[PUP-3077] When puppet agent fails to retrieve catalog from master, cached catalog is used without regard for the puppet.conf-declared environment Created: 2014/08/18  Updated: 2016/06/15  Resolved: 2016/02/17

Status: Closed
Project: Puppet
Component/s: None
Affects Version/s: PUP 3.6.2
Fix Version/s: PUP 4.4.0

Type: Bug Priority: Normal
Reporter: David Gwilliam Assignee: Unassigned
Resolution: Fixed Votes: 3
Labels: TSE
Remaining Estimate: Not Specified
Time Spent: Not Specified
Original Estimate: Not Specified
Environment:

Linux, CentOS 6.2


Issue Links:
Relates
Template:
Epic Link: (Burnside) Direct Puppet: Client Static Catalog
Story Points: 3
Sprint: Client 2016-01-27, Client 2016-02-10, Client 2016-02-24
Release Notes: Bug Fix
Release Notes Summary: Puppet agent and apply will no longer cache its catalog during a noop run. This ensures the next non-noop run won't fallback to using the cached catalog and deploy code that was never meant to be "live". Also if the agent falls back to using its cached catalog and the catalog was compiled for a different environment than the agent is currently in, then the agent will fail the run. This way the server remains authoritative about which environment the agent is supposed to be in.

 Description   

Steps to reproduce:

  • do not disable pe-puppet service
  • successfully compile catalog from non-Production environment using puppet agent -t --noop --environment manage_meta, catalog is cached locally
  • puppet master fails to compile catalog in agent's assigned environment (e.g. because a new class is assigned for testing non-Production code)
  • on next scheduled run, agent enforces non-Production state contained in cached catalog in violation of environment = production explicitly declared in puppet.conf
  • This is accompanied by the warning message indicating that the ENC is overriding the agent as authoritative source for environment

Obviously, this could have very bad side effects and, while consistent and predictable, falls squarely under the category of undesirable (and unexpected) behavior, in my opinion.



 Comments   
Comment by Zack Smith [ 2014/08/28 ]

This is pretty bad as this is standard workflow and would cause code to be deployed that was meant to be noop'ed and cause and extremely unintuitive result to occur.

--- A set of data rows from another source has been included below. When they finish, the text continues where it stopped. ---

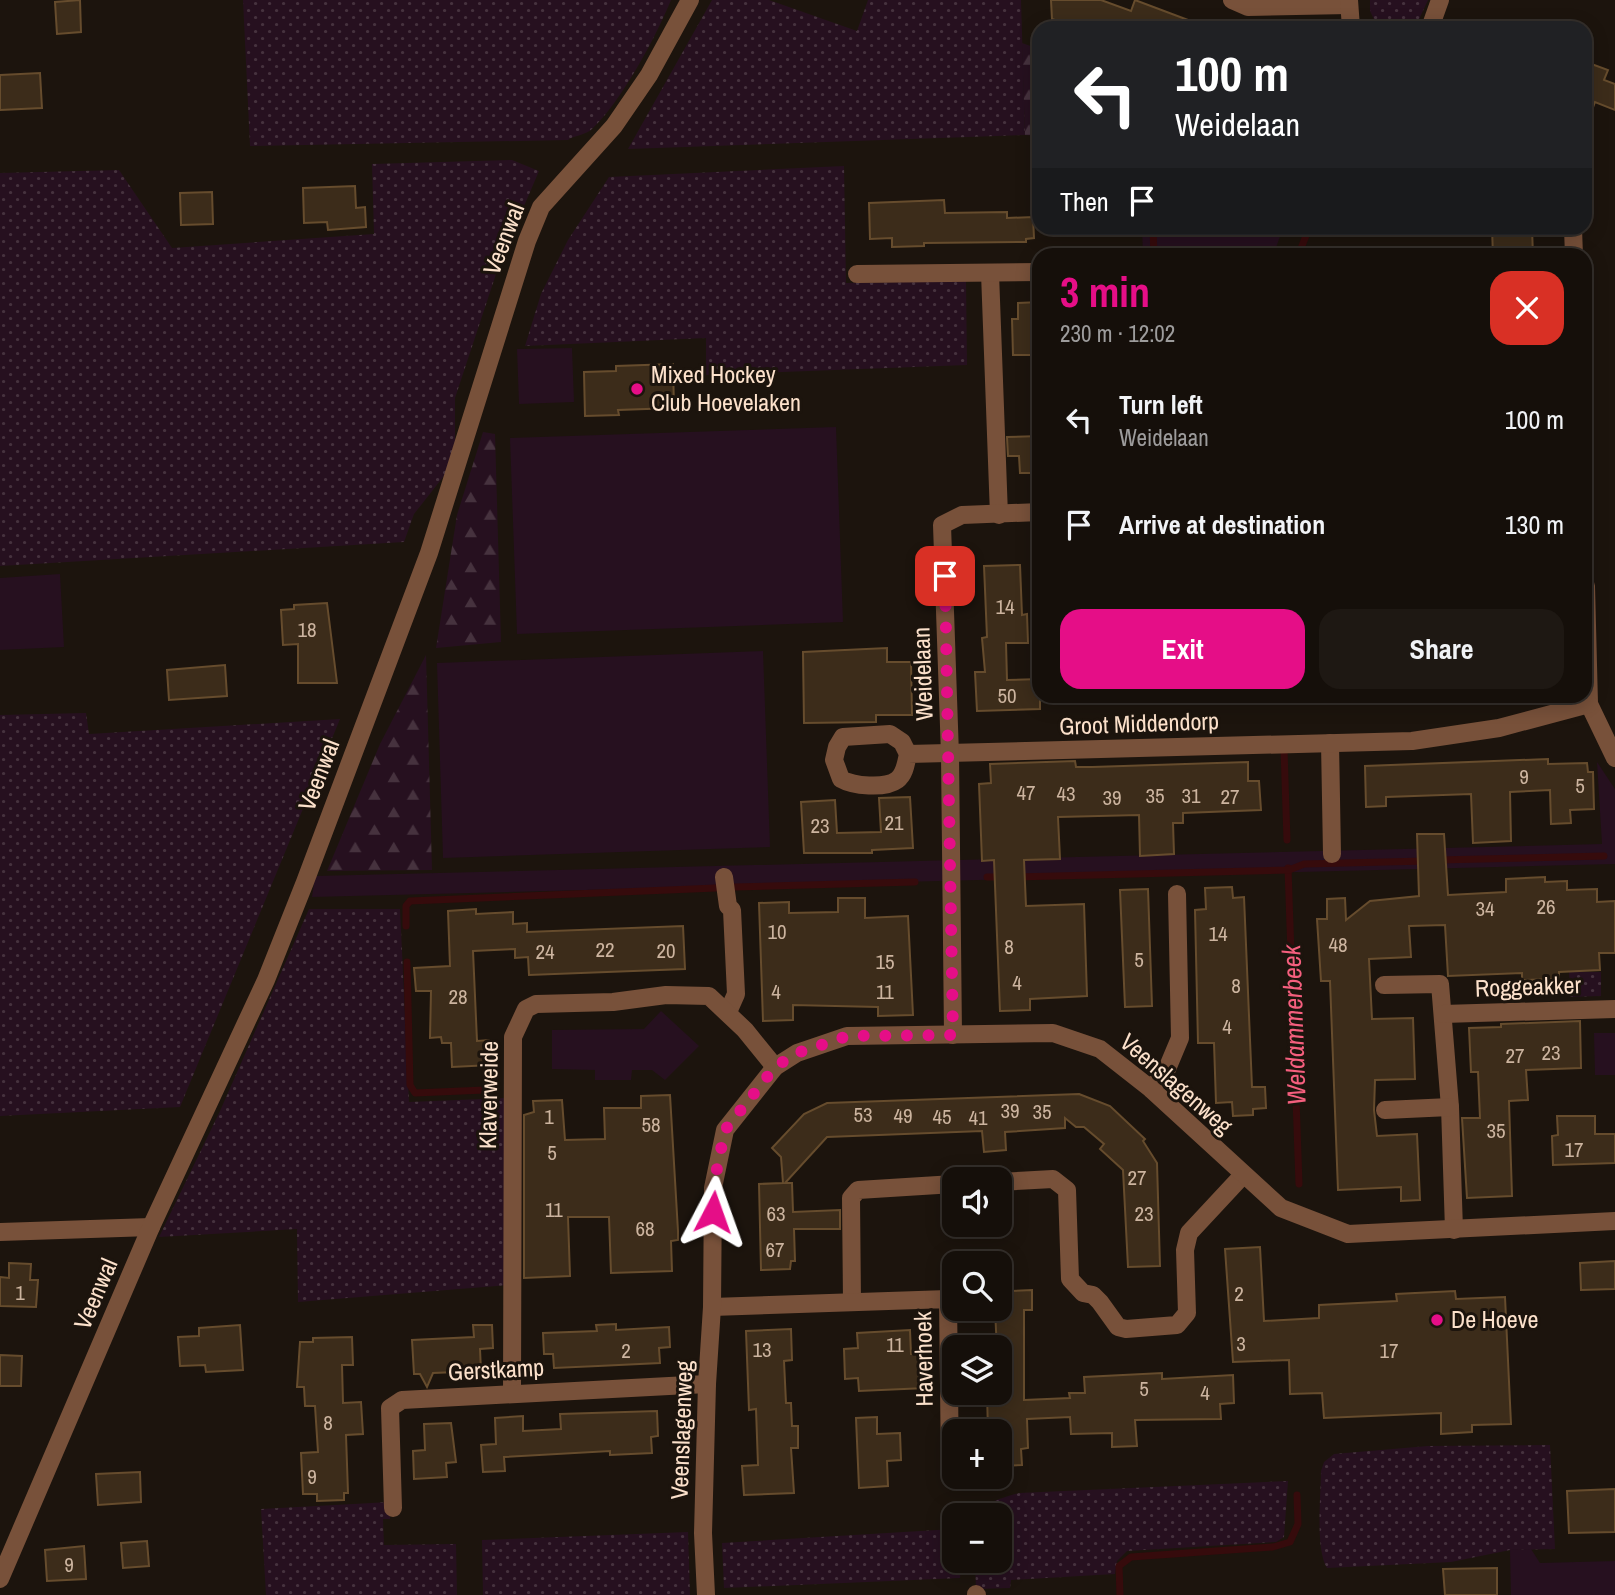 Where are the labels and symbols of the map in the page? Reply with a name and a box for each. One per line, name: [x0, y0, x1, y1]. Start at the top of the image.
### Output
street label: Veenwal: [475, 198, 531, 279]
place label: Mixed Hockey Club Hoevelaken: [651, 358, 801, 418]
marker: Mixed Hockey Club Hoevelaken: [629, 381, 645, 397]
pin: [915, 546, 975, 606]
house number: 14: [995, 592, 1015, 621]
house number: 18: [297, 615, 317, 644]
street label: Weidelaan: [904, 627, 940, 721]
house number: 50: [997, 681, 1017, 710]
street label: Groot Middendorp: [1059, 704, 1219, 742]
street label: Veenwal: [290, 734, 346, 815]
house number: 9: [1519, 762, 1529, 791]
house number: 5: [1575, 771, 1585, 800]
house number: 47: [1016, 778, 1036, 807]
house number: 43: [1056, 779, 1076, 808]
house number: 35: [1145, 781, 1165, 810]
house number: 31: [1181, 781, 1201, 810]
house number: 27: [1220, 782, 1240, 811]
house number: 39: [1102, 783, 1122, 812]
house number: 21: [884, 808, 904, 837]
house number: 23: [810, 811, 830, 840]
house number: 26: [1536, 892, 1556, 921]
house number: 34: [1475, 894, 1495, 923]
house number: 10: [767, 917, 787, 946]
house number: 14: [1208, 919, 1228, 948]
house number: 48: [1328, 930, 1348, 959]
house number: 8: [1004, 932, 1014, 961]
house number: 22: [595, 935, 615, 964]
house number: 20: [656, 936, 676, 965]
house number: 24: [535, 937, 555, 966]
water label: Weldammerbeek: [1273, 943, 1314, 1106]
house number: 5: [1134, 945, 1144, 974]
house number: 15: [875, 947, 895, 976]
house number: 4: [1012, 968, 1022, 997]
street label: Roggeakker: [1474, 968, 1582, 1004]
house number: 8: [1231, 971, 1241, 1000]
house number: 4: [771, 977, 781, 1006]
house number: 11: [876, 977, 894, 1006]
house number: 28: [448, 982, 468, 1011]
house number: 4: [1222, 1012, 1232, 1041]
street label: Veenslagenweg: [1114, 1026, 1240, 1141]
house number: 23: [1541, 1038, 1561, 1067]
street label: Klaverweide: [471, 1041, 505, 1149]
house number: 27: [1505, 1041, 1525, 1070]
house number: 39: [1000, 1096, 1020, 1125]
house number: 35: [1032, 1097, 1052, 1126]
house number: 53: [853, 1100, 873, 1129]
house number: 49: [893, 1101, 913, 1130]
house number: 1: [544, 1102, 554, 1131]
house number: 45: [932, 1102, 952, 1131]
house number: 41: [968, 1103, 988, 1132]
house number: 58: [641, 1110, 661, 1139]
house number: 35: [1486, 1116, 1506, 1145]
house number: 17: [1564, 1135, 1584, 1164]
house number: 5: [547, 1138, 557, 1167]
house number: 27: [1127, 1163, 1147, 1192]
position arrow: [676, 1175, 750, 1249]
house number: 11: [545, 1195, 563, 1224]
house number: 63: [766, 1199, 786, 1228]
house number: 23: [1134, 1199, 1154, 1228]
house number: 68: [635, 1214, 655, 1243]
house number: 67: [765, 1235, 785, 1264]
street label: Veenwal: [66, 1253, 124, 1334]
house number: 1: [15, 1278, 25, 1307]
house number: 2: [1234, 1279, 1244, 1308]
place label: De Hoeve: [1451, 1303, 1539, 1335]
street label: Haverhoek: [906, 1311, 940, 1407]
marker: De Hoeve: [1429, 1312, 1445, 1328]
house number: 3: [1236, 1329, 1246, 1358]
house number: 11: [886, 1330, 904, 1359]
house number: 13: [752, 1335, 772, 1364]
house number: 2: [621, 1336, 631, 1365]
house number: 17: [1379, 1336, 1399, 1365]
street label: Gerstkamp: [447, 1351, 545, 1387]
street label: Veenslagenweg: [663, 1360, 699, 1500]
house number: 5: [1139, 1374, 1149, 1403]
house number: 4: [1200, 1378, 1210, 1407]
house number: 8: [323, 1408, 333, 1437]
house number: 9: [307, 1462, 317, 1491]
house number: 9: [64, 1550, 74, 1579]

Comment by Daniel Dreier [ 2015/12/08 ]

Ops ran into this internally; ping me or [~rw] for more details if it would be useful and we can write it up.

Comment by Branan Riley [ 2015/12/08 ]

I agree this is unintuitive behavior, but it fits with what "--noop" actually implies in the agent, which is "set the default value of the noop metaparam to true for any resources that don't have it specified".

This ticket falls squarely into the "what does noop actually mean" bucket of questions, a topic I have been increasingly grumpy about the more I learn about our current behaviors. I don't think we can just "fix" this without re-evaluating what noop means and how it is implemented in the agent

Comment by Daniel Dreier [ 2015/12/09 ]

Branan Riley At risk of jumping into architecture ahead of time – my assumption had been that when the agent does a noop run, it adds a "noop => true" metaparameter to all resources in the catalog it writes. I believe that would allow us to skip the question of what noop should mean, while making behavior a bit more predictable in this scenario.

Comment by Lexa Whitehurst [ 2015/12/09 ]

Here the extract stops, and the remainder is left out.